**Input**

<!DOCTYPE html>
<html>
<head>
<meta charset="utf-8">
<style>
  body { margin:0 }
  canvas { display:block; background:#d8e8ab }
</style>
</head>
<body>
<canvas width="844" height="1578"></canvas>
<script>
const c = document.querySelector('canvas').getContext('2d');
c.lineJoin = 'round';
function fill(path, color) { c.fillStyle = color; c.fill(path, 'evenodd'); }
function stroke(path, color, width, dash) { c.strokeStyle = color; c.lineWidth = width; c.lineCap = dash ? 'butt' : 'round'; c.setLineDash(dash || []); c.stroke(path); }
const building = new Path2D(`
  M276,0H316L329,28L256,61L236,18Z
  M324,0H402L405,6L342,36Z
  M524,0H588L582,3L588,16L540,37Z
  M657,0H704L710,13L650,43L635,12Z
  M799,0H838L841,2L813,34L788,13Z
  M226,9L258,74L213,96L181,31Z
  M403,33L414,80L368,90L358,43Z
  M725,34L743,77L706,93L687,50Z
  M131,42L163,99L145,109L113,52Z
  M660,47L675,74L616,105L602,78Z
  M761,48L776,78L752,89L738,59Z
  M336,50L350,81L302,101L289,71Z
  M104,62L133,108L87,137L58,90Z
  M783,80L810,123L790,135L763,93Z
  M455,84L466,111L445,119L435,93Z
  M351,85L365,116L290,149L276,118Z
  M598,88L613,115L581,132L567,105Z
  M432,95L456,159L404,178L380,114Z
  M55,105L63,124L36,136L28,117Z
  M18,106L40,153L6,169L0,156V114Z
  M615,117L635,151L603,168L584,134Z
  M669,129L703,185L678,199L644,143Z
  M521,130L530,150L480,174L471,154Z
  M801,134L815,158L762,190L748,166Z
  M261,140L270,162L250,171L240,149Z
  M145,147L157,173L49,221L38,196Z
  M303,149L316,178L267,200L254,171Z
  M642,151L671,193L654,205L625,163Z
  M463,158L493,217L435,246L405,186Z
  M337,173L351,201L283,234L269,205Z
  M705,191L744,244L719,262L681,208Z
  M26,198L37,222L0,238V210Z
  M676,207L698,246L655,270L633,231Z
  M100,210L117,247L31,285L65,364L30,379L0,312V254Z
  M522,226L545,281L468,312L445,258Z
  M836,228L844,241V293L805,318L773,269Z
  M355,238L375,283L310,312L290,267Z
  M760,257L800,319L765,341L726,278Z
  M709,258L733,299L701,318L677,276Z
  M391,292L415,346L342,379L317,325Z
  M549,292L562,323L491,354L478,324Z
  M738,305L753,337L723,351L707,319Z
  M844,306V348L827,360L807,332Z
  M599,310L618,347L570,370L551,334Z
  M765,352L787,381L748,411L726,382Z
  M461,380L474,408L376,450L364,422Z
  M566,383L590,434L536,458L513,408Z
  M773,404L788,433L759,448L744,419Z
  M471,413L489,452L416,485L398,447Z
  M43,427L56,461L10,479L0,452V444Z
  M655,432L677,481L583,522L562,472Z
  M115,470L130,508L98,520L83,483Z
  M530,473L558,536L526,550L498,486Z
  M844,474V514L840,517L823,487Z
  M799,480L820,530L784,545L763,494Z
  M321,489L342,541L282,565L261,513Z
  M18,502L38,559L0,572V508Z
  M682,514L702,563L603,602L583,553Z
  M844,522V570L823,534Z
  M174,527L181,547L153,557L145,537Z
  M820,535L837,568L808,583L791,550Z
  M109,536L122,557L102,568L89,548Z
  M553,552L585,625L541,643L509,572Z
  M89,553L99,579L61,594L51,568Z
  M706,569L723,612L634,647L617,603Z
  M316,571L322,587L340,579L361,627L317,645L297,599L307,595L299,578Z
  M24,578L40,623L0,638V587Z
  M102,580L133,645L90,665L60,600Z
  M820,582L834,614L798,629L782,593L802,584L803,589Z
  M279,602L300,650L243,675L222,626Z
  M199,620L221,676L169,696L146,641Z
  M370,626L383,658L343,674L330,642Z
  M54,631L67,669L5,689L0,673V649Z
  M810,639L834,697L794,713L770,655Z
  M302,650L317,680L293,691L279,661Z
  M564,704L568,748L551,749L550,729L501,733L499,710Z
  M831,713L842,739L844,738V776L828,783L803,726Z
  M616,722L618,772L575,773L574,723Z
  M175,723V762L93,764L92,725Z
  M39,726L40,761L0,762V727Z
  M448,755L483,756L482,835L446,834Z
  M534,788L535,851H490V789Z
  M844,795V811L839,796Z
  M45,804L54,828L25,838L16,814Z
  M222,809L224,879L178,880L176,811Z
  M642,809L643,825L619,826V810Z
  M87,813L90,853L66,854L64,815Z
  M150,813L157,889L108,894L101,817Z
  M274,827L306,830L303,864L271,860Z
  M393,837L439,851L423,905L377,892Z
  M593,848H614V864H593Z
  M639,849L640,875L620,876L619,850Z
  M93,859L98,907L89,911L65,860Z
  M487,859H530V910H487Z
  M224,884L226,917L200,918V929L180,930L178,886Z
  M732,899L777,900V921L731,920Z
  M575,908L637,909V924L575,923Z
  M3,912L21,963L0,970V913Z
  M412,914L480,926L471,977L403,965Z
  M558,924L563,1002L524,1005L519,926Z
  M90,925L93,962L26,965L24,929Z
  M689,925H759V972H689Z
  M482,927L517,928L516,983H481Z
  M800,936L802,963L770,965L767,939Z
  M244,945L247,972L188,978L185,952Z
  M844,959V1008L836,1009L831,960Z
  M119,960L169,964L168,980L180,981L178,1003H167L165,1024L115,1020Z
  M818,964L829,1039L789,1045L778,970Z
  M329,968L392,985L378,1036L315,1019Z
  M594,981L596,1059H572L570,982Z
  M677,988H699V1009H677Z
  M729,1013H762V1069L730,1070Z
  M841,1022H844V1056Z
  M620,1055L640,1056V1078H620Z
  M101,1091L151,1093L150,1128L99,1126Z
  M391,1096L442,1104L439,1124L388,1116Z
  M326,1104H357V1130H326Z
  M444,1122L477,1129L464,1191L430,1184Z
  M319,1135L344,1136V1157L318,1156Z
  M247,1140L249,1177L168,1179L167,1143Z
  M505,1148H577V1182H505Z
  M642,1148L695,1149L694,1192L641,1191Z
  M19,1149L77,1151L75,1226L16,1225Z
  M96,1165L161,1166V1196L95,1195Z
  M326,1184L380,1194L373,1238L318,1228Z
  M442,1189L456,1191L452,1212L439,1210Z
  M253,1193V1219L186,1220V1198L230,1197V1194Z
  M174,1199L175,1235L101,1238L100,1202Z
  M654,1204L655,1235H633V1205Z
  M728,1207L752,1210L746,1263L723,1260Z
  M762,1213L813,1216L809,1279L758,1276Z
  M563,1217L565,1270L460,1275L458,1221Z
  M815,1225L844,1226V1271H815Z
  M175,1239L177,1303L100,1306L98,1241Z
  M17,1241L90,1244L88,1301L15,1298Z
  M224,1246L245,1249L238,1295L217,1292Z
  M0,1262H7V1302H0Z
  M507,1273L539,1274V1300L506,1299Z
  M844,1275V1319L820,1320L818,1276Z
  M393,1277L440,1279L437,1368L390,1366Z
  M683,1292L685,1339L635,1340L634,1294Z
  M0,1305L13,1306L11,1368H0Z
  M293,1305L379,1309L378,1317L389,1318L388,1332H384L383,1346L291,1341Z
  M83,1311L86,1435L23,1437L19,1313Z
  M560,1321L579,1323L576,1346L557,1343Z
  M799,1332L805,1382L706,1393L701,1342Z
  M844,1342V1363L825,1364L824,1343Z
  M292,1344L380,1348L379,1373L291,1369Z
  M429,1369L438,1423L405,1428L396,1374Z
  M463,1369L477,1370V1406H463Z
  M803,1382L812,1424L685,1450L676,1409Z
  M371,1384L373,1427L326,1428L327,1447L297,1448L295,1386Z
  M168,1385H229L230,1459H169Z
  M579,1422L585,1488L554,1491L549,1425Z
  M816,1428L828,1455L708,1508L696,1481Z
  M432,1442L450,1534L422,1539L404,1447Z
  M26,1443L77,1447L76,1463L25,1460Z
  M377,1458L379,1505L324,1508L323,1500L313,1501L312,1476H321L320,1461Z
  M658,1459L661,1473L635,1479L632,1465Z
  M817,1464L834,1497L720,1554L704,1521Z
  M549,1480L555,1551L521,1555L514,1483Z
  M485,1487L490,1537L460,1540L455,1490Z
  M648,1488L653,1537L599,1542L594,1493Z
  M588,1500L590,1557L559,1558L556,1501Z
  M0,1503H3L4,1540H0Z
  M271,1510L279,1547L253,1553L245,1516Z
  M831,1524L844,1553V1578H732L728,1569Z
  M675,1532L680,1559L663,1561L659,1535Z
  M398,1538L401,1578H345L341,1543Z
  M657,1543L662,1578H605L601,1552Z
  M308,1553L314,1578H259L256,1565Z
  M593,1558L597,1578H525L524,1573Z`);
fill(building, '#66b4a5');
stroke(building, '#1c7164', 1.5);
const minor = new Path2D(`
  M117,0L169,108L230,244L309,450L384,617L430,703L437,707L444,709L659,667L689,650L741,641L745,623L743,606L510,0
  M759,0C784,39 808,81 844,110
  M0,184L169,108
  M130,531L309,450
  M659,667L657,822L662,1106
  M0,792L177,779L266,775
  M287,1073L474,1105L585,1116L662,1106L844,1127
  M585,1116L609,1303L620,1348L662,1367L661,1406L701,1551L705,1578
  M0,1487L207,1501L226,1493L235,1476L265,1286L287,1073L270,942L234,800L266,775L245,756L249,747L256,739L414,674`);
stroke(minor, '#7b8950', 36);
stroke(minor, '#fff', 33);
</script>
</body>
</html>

**Exercise instructions**
Exactly as written, please reproduce the lines from the first line of the data to the line containing "M642,151L671,193L654,205L625,163Z", inclusive, and nothing else.

**Completed exercise**
<!DOCTYPE html>
<html>
<head>
<meta charset="utf-8">
<style>
  body { margin:0 }
  canvas { display:block; background:#d8e8ab }
</style>
</head>
<body>
<canvas width="844" height="1578"></canvas>
<script>
const c = document.querySelector('canvas').getContext('2d');
c.lineJoin = 'round';
function fill(path, color) { c.fillStyle = color; c.fill(path, 'evenodd'); }
function stroke(path, color, width, dash) { c.strokeStyle = color; c.lineWidth = width; c.lineCap = dash ? 'butt' : 'round'; c.setLineDash(dash || []); c.stroke(path); }
const building = new Path2D(`
  M276,0H316L329,28L256,61L236,18Z
  M324,0H402L405,6L342,36Z
  M524,0H588L582,3L588,16L540,37Z
  M657,0H704L710,13L650,43L635,12Z
  M799,0H838L841,2L813,34L788,13Z
  M226,9L258,74L213,96L181,31Z
  M403,33L414,80L368,90L358,43Z
  M725,34L743,77L706,93L687,50Z
  M131,42L163,99L145,109L113,52Z
  M660,47L675,74L616,105L602,78Z
  M761,48L776,78L752,89L738,59Z
  M336,50L350,81L302,101L289,71Z
  M104,62L133,108L87,137L58,90Z
  M783,80L810,123L790,135L763,93Z
  M455,84L466,111L445,119L435,93Z
  M351,85L365,116L290,149L276,118Z
  M598,88L613,115L581,132L567,105Z
  M432,95L456,159L404,178L380,114Z
  M55,105L63,124L36,136L28,117Z
  M18,106L40,153L6,169L0,156V114Z
  M615,117L635,151L603,168L584,134Z
  M669,129L703,185L678,199L644,143Z
  M521,130L530,150L480,174L471,154Z
  M801,134L815,158L762,190L748,166Z
  M261,140L270,162L250,171L240,149Z
  M145,147L157,173L49,221L38,196Z
  M303,149L316,178L267,200L254,171Z
  M642,151L671,193L654,205L625,163Z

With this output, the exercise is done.